Coming off the ledge: Bears 19, Vikings 16
Sometimes, in a completely illogical way, I think I'd prefer the Vikes to lose by 30 than to lose a close game. During a blowout, I begin a process of accepting the loss sometime during the second quarter, and by the fourth quarter, I've achieved some distance. During a close loss, however, three hours of intense nervous energy (with many moments of elation and deflation) are followed by a night of bitterness, anger, and frustration, and a week of longing for another game. After a close loss, one can run through any number of individual plays that could have swung the game the other way (Taylor's unforgivable fumble to give the Bears the ball on the Viking 37, the decision to throw 30 yards downfield on 4th and 2, Williamson's drop, Williamson's offensive pass interference, Sharper's near INT) without having the objectivity to look at the individual plays that could have swung the game even further in the opponent's direction.
I hate the Bears. I wish them nothing but ill for the rest of the season. Next week I hope the Seahawks beat the hell out of them in Soldier Field. I hope that Brad Childress is the man to finally build a Viking team capable of winning a game at Soldier Field (Vikes haven't won there since 2000, when Denny Green was coach). I don't even have a lot of respect for them.
One of the purposes of literature is to help us to understand the meaning of our lives. After the Vikings lose, I feel like a character in Beckett's Waiting for Godot: living a fan life of despair and unfulfillment, but coming back each day with hope that something will come along.
Offense: I currently have no faith in the Viking red zone offense. When they are inside the 15, I assume we're getting 3. Still, the Vikes have scored on their first possession three straight weeks; unfortunately, they don't keep that rhythm going.

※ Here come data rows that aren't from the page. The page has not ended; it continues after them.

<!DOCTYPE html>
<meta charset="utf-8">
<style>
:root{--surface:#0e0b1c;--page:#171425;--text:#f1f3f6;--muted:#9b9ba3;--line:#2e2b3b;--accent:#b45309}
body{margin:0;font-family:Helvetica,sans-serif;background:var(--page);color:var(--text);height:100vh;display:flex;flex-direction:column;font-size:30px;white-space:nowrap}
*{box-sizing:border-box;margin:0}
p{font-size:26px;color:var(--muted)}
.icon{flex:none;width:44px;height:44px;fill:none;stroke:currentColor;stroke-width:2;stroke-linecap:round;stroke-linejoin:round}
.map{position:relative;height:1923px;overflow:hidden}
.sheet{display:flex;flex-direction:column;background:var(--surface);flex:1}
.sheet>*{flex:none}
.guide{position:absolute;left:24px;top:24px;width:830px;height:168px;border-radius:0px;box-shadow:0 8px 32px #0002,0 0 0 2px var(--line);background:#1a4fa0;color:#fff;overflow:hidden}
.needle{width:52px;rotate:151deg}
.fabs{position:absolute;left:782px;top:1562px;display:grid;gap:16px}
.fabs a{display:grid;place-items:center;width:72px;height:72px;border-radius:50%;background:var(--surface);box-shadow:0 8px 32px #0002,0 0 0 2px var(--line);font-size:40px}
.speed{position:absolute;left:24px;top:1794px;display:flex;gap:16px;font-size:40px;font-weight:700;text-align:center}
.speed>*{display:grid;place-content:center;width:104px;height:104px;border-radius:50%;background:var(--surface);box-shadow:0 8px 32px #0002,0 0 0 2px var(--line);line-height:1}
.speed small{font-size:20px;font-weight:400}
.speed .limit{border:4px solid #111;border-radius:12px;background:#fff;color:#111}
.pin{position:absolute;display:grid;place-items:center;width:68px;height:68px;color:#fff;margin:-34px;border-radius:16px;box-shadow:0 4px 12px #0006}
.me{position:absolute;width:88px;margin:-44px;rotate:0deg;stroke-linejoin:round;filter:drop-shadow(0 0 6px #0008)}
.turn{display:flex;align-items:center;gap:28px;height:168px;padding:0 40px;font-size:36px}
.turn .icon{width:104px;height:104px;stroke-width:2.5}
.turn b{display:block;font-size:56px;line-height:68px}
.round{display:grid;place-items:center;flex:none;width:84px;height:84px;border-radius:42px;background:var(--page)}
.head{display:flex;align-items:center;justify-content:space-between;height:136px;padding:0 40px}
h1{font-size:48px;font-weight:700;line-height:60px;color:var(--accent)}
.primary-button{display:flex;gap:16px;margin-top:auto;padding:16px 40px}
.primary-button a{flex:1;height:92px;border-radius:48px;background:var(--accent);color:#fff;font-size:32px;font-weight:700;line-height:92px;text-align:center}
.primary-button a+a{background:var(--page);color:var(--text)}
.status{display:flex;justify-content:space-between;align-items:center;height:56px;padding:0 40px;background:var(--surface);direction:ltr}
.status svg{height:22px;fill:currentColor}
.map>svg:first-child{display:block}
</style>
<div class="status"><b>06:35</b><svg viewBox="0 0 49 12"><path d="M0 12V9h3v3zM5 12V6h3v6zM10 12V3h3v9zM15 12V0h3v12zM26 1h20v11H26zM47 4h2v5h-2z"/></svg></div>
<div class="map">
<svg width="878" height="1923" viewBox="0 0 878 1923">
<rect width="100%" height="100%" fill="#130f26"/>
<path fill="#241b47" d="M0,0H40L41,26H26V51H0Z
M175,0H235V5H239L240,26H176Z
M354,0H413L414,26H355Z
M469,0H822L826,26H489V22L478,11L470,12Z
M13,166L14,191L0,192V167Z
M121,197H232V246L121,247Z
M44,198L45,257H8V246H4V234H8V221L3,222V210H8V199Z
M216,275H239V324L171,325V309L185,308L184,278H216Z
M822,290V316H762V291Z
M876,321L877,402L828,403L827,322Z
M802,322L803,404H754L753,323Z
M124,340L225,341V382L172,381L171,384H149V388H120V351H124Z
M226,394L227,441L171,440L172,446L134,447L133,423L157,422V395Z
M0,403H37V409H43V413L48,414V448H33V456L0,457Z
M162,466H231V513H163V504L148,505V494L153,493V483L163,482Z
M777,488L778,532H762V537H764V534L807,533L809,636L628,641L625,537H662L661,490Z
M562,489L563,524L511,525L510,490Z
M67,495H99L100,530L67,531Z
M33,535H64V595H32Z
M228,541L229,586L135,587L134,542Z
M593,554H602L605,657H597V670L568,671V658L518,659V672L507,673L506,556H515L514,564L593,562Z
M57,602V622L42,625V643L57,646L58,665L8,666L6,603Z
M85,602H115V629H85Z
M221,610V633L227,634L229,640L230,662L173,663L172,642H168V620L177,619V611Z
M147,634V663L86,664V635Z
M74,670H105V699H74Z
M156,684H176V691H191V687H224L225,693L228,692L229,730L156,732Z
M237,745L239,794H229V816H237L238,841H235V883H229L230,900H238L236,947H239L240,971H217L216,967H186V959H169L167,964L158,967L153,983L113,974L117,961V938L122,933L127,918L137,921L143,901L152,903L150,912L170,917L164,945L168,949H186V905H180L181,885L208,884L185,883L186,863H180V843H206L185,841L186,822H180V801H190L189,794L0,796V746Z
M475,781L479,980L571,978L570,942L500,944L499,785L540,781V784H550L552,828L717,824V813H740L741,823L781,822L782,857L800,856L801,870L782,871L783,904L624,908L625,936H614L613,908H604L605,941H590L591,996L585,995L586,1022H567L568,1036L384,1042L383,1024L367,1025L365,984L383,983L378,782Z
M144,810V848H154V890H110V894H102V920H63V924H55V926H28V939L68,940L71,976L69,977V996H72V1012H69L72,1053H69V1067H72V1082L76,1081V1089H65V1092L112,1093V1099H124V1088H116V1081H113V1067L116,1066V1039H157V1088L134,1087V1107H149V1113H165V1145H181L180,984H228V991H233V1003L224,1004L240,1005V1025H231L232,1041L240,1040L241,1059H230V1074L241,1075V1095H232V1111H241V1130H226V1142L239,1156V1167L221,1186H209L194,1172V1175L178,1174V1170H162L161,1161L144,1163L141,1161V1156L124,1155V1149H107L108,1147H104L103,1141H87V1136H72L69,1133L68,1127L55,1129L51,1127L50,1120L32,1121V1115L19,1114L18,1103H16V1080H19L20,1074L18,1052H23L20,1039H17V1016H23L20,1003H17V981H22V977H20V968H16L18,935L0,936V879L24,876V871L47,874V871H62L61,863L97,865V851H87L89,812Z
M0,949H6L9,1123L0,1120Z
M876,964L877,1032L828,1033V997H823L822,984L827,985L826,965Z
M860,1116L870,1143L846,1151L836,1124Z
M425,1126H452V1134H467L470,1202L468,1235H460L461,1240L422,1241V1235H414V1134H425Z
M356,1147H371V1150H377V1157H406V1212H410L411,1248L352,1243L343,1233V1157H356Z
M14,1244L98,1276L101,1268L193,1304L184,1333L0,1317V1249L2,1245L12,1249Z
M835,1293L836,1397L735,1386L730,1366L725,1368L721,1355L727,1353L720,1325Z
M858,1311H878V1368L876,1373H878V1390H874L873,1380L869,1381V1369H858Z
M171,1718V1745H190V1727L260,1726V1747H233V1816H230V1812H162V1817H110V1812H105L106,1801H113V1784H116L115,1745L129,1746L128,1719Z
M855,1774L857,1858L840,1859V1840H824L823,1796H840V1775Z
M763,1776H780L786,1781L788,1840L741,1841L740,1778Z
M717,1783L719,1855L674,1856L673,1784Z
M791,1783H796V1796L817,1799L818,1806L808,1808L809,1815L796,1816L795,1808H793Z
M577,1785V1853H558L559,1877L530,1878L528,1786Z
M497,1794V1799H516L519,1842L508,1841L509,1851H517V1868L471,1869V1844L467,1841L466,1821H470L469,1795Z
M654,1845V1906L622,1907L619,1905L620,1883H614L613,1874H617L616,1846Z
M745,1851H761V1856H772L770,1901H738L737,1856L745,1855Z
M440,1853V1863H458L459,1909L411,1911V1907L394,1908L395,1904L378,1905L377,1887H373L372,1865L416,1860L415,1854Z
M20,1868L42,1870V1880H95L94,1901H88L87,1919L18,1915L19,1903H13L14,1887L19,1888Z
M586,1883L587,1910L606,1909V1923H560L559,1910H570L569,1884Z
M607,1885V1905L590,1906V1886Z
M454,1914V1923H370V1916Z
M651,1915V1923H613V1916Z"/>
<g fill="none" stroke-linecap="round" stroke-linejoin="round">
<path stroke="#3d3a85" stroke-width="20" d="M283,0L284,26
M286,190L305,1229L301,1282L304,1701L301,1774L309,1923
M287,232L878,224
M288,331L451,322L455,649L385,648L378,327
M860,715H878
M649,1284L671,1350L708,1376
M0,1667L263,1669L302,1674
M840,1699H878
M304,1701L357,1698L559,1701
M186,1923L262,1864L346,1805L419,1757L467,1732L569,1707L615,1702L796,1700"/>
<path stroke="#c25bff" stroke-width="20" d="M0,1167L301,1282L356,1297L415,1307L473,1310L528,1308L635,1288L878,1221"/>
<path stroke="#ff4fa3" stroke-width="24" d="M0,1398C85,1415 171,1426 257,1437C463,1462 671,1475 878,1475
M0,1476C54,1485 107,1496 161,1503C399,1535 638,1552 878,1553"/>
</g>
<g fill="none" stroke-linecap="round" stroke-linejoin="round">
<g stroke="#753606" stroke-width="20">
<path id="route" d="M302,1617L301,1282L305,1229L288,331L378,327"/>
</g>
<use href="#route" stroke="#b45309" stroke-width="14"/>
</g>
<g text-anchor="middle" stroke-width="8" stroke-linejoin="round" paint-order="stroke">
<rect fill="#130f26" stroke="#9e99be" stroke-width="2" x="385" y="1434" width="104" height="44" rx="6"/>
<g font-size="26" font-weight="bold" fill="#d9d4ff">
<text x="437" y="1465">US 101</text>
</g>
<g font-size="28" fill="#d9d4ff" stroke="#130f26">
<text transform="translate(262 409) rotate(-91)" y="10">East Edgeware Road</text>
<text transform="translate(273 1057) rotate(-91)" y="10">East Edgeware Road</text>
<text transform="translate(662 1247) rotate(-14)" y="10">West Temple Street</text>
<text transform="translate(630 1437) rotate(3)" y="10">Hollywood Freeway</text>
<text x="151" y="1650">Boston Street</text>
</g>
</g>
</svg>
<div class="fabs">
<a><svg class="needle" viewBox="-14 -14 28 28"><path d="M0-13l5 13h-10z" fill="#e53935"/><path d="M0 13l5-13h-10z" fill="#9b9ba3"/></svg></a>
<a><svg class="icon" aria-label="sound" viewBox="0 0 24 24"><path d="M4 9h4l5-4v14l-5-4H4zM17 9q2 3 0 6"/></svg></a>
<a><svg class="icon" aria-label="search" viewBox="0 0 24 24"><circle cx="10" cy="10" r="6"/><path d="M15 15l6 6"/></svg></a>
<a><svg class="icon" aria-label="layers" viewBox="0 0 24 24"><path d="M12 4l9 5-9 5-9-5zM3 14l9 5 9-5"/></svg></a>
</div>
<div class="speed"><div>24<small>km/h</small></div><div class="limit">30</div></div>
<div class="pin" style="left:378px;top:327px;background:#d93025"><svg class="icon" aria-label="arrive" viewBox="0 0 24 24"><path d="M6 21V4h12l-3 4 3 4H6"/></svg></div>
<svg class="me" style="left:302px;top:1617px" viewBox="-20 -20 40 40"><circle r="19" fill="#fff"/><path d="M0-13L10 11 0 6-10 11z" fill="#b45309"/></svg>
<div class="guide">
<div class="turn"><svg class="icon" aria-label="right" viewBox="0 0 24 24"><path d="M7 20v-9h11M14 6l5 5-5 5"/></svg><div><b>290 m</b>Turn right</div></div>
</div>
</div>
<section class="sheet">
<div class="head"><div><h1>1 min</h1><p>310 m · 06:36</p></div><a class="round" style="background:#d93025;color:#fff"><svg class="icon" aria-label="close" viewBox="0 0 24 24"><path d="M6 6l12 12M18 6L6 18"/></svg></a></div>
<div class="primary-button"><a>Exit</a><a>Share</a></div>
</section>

Defense: the Vikings have allowed under 20 pts. in three straight games; I can't recall this ever happening under Mike Tice. Seems like a fair chance they can keep that streak going at Buffalo next week.
Special Teams: the return game looks pretty mediocre without Koren Robinson.
My wife's contributions to Sunday
My wife was ill and sleeping on the couch all day; every so often she'd wake up and make some odd comment on what she would see and hear on TV. Here are the highlights.
On Joe Buck:
Me: "It's great to listen to him have to shout over the band."
Her: "It's even better to listen to him shout over the band about how he has to shout over the band."
Me: "That's post-modernism, baby."
Her: "It's meta-shouting."
On Chris Simms:
"Don't you need your spleen?"
On Reche Caldwell's crazy eyes:
"Is he on some sort of wonderful journey?"
I'm a connoisseur of advertisements. Here are my thoughts on the commercials I see every Sunday.
--The girl in the DLP commercial who talks about the mirrors should get an apartment together with the girl from The Ring.
--Evidently, people who want to eat at Arby's end up doing awful at their jobs.
--I'm fixated on how the centaurs in that HDTV commercial have sex. Do they mount, like horses? Or do they have genitals in the front of their bodies, like humans? Or do they have genitals in BOTH spots, giving them an infinite supply of kinkiness?
This is the new term for a Mike Shanahan induced neurosis suffered by people who have Bronco running backs on their fantasy teams. After two weeks of starting Tatum Bell and seeing him split carries, I decided it was time to bench him until he earned the starting job. And then as the Sunday night game got started, Al Michaels informs us that Mike Shanahan told them last night that he'd keep Tatum in there. I hit my head and cursed when I heard it.
Agent Smith plays for the Seahawks
Sunday morning I caught the fight scene from The Matrix when Neo fights all the Agent Smiths (don't ask me to try explain how the cheapest cable package I could possibly buy at $10.33 a month somehow includes TNT). Then later in the day I watched parts of the Seahawks game. I am convinced that wide receivers #81, 82, 83, and 84 for the Seahawks are clones. They all basically look the same in their uniforms, they all have similar skills, and it really doesn't seem to matter which one is being thrown to. This could be a scary team.
Please, NBC: don't flash "Touchdown" in yellow.
NBC absolutely MUST stop flashing "touchdown" in yellow whenever somebody scores a TD. First of all, we're watching the game. We know a touchdown happened. Are we so stupid we need this repeated? Secondly, they flash it in the same color that a penalty gets flashed. So every time somebody scores a TD, for a second you think that some sort of penalty is going to call it back. Just stop the madness.
With 3 TD passes and 0 INTs, Brett Favre is now 18 TD passes away from catched the record of a man who was never in drug rehab, and remains 19 INTs away from a man who once threw 42 interceptions in 14 AFL games.
At least Favre didn't have to suffer the indignity of losing: he avoided the hissy fit of leaving the field early.
Add this to your Monday reading
Peter King is awful and one day the world will realize it. Instead, or in addition to, read MJD's Smorgasbord on Mondays.